== Record excerpts ==
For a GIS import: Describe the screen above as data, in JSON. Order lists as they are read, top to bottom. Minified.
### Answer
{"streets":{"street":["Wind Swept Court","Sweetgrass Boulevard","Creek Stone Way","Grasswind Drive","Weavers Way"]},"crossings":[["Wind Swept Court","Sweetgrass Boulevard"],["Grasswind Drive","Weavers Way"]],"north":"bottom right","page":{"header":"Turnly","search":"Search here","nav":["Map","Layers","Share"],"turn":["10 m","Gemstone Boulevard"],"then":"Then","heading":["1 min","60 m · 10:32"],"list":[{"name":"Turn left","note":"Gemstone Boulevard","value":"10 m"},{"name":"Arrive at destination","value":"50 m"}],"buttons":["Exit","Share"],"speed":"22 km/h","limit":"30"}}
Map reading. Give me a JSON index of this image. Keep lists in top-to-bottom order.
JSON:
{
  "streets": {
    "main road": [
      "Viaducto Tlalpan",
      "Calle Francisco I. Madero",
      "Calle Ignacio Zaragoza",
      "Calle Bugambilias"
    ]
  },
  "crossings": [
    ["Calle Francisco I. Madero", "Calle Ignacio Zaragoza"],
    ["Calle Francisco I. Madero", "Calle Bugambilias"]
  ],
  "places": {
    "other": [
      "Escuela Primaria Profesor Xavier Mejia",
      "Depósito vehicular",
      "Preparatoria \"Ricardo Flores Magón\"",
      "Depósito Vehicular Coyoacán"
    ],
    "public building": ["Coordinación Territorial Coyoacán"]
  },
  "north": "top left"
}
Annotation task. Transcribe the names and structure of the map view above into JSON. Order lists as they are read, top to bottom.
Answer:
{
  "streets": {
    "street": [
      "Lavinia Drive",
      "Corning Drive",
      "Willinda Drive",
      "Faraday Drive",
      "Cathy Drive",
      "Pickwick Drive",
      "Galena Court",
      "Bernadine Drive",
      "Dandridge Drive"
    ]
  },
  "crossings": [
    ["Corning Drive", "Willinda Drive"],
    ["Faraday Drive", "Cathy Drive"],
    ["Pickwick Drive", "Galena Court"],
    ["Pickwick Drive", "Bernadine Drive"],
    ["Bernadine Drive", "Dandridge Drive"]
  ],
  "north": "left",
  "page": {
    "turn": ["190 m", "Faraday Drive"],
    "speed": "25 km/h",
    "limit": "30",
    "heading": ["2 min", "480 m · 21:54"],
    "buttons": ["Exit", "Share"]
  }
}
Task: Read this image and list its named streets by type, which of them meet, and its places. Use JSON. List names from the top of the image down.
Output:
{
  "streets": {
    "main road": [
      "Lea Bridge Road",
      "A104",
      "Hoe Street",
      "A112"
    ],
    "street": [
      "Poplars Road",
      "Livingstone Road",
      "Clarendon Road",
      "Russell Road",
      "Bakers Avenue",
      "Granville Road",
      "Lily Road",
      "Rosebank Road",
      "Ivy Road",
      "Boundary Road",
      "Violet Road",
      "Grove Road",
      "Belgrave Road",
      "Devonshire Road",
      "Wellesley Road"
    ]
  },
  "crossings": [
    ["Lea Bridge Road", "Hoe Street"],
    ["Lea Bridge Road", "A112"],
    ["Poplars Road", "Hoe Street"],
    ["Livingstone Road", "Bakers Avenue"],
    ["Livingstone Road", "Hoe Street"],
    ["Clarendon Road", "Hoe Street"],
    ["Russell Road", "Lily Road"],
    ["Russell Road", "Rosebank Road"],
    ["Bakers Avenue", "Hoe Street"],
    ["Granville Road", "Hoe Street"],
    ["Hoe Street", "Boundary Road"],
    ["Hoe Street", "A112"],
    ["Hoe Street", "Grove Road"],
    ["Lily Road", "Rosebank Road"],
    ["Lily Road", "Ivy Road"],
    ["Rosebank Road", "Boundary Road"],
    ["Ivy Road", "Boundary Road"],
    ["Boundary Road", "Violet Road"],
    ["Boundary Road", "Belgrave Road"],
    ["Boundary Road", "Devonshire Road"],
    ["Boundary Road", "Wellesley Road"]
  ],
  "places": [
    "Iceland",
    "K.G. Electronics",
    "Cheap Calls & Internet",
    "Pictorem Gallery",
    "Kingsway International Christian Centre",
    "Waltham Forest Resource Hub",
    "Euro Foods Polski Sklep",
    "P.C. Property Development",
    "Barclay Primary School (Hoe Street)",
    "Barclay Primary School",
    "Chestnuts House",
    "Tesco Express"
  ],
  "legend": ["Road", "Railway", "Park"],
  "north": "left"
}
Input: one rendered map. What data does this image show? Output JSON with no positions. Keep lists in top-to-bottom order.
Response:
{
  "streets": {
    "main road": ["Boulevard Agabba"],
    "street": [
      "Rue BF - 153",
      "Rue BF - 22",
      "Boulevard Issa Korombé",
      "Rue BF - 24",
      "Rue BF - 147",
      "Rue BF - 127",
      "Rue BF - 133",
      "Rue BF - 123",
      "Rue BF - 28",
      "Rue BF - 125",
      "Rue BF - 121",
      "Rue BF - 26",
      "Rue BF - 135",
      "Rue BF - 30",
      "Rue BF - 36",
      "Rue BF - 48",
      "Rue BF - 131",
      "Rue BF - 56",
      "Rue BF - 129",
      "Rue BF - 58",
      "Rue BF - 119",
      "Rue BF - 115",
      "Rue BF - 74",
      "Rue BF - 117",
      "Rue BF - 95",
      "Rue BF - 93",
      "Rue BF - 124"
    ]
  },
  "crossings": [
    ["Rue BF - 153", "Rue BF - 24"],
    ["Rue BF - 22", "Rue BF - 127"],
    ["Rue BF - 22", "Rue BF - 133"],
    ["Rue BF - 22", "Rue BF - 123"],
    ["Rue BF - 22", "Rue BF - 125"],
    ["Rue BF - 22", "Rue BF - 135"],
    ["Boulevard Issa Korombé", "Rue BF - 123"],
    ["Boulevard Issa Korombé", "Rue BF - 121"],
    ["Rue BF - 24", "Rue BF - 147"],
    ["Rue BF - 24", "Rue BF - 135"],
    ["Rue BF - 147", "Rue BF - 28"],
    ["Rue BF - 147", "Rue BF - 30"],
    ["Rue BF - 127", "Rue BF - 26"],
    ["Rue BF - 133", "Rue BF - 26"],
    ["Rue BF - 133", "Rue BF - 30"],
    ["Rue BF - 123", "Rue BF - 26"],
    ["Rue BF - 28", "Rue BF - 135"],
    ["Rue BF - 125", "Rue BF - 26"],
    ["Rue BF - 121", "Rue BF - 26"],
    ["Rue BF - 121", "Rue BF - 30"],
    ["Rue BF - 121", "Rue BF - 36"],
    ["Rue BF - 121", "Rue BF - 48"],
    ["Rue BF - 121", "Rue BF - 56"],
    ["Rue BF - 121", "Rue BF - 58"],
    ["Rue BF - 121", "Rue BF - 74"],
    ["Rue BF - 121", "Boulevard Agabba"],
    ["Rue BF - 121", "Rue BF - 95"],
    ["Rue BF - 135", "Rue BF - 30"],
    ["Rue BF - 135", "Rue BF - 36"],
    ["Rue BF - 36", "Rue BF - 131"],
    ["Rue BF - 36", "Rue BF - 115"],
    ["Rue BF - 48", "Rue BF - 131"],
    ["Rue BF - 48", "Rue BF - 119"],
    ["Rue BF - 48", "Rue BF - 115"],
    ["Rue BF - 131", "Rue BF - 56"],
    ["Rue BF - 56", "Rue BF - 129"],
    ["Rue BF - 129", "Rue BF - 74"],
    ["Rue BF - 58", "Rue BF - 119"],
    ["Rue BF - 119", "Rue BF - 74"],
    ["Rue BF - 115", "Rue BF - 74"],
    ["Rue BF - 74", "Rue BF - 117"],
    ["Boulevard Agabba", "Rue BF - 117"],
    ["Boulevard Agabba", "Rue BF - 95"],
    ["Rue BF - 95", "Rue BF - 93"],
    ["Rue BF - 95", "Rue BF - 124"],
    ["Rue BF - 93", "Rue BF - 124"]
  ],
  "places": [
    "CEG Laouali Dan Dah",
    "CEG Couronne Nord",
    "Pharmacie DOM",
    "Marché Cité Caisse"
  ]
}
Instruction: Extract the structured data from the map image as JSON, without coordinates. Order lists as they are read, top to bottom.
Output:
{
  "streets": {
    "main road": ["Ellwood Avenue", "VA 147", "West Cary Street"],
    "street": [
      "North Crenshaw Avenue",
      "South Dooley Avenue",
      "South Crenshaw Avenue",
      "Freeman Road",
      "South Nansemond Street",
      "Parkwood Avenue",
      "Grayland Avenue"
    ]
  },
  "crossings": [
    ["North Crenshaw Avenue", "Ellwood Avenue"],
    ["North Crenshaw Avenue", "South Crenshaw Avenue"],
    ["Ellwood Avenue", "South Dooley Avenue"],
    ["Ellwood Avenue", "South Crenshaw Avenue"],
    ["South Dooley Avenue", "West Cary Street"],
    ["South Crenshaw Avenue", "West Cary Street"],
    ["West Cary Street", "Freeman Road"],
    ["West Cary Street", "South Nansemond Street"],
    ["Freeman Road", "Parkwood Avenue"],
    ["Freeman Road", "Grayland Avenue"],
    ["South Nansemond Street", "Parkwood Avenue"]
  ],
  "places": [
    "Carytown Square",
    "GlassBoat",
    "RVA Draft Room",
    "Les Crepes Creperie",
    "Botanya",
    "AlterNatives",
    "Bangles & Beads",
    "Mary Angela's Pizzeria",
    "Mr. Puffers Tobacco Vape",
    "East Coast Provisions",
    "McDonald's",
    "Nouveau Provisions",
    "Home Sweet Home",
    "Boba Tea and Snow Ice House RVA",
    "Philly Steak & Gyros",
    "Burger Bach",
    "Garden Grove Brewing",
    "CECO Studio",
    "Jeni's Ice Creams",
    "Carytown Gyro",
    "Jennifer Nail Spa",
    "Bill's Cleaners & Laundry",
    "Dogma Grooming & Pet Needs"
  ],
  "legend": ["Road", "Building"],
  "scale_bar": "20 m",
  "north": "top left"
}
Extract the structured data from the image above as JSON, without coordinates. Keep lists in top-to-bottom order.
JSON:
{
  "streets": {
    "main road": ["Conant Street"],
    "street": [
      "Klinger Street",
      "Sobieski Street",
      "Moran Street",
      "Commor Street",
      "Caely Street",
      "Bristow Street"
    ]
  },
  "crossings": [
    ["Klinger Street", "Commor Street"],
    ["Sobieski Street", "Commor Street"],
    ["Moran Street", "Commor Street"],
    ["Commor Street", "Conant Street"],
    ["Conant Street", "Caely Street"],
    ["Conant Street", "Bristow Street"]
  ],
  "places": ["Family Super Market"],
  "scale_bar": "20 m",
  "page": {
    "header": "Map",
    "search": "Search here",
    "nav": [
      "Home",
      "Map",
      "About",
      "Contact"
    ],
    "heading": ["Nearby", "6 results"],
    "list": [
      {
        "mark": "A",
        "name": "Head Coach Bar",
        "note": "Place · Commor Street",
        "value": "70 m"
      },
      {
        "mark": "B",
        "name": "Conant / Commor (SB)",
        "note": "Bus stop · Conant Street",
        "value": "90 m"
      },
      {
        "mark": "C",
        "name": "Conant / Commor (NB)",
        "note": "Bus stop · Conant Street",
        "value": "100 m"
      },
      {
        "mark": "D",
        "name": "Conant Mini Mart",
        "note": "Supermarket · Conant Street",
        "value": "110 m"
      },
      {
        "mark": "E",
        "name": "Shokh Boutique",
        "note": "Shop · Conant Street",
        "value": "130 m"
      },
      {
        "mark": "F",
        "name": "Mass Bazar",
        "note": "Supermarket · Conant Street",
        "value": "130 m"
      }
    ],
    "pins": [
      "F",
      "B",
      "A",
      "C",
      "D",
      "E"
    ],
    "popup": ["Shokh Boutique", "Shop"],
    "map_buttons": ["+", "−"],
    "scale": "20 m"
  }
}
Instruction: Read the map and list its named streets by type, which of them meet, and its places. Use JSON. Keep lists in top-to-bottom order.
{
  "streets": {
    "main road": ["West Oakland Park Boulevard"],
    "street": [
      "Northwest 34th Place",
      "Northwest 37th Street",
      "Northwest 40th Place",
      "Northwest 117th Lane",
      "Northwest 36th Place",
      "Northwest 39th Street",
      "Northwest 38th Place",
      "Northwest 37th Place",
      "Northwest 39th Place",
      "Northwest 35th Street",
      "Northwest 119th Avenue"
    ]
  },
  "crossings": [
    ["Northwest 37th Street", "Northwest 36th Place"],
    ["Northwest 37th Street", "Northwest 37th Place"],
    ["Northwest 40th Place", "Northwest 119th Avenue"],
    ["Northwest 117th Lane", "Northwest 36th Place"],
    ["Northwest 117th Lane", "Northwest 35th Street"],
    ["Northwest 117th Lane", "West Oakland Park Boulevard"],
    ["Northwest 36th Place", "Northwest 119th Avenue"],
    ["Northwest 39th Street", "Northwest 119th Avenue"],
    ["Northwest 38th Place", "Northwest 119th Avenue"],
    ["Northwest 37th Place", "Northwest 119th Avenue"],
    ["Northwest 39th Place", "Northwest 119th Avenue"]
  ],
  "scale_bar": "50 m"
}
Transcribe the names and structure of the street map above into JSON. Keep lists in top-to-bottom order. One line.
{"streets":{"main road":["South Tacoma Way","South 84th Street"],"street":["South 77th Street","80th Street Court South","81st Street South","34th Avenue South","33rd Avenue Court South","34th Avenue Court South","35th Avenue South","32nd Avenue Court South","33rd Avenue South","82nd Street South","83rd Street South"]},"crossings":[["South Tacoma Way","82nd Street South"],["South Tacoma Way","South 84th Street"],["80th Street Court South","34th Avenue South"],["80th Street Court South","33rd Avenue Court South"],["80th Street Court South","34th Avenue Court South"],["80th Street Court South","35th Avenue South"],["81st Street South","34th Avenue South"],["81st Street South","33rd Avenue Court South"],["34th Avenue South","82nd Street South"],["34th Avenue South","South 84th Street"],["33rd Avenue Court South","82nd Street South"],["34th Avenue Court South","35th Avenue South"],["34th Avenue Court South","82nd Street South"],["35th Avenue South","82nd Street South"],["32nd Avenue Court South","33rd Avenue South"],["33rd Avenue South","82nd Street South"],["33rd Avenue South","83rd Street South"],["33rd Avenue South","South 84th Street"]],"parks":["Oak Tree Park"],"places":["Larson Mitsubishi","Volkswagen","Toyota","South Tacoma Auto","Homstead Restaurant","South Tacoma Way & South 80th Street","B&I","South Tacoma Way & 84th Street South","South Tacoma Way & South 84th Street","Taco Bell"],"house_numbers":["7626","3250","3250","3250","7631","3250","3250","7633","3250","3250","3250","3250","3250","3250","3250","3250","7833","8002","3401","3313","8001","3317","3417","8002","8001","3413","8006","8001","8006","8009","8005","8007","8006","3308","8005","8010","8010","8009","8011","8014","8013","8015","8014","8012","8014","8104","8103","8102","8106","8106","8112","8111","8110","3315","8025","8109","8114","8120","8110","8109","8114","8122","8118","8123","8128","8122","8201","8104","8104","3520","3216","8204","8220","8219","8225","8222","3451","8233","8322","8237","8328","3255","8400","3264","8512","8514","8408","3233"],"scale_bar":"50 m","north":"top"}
===
Reproduce each line of the data containing the word "Transcribe".

> Exercise result:
Annotation task. Transcribe the names and structure of the map view above into JSON. Order lists as they are read, top to bottom.
Transcribe the names and structure of the street map above into JSON. Keep lists in top-to-bottom order. One line.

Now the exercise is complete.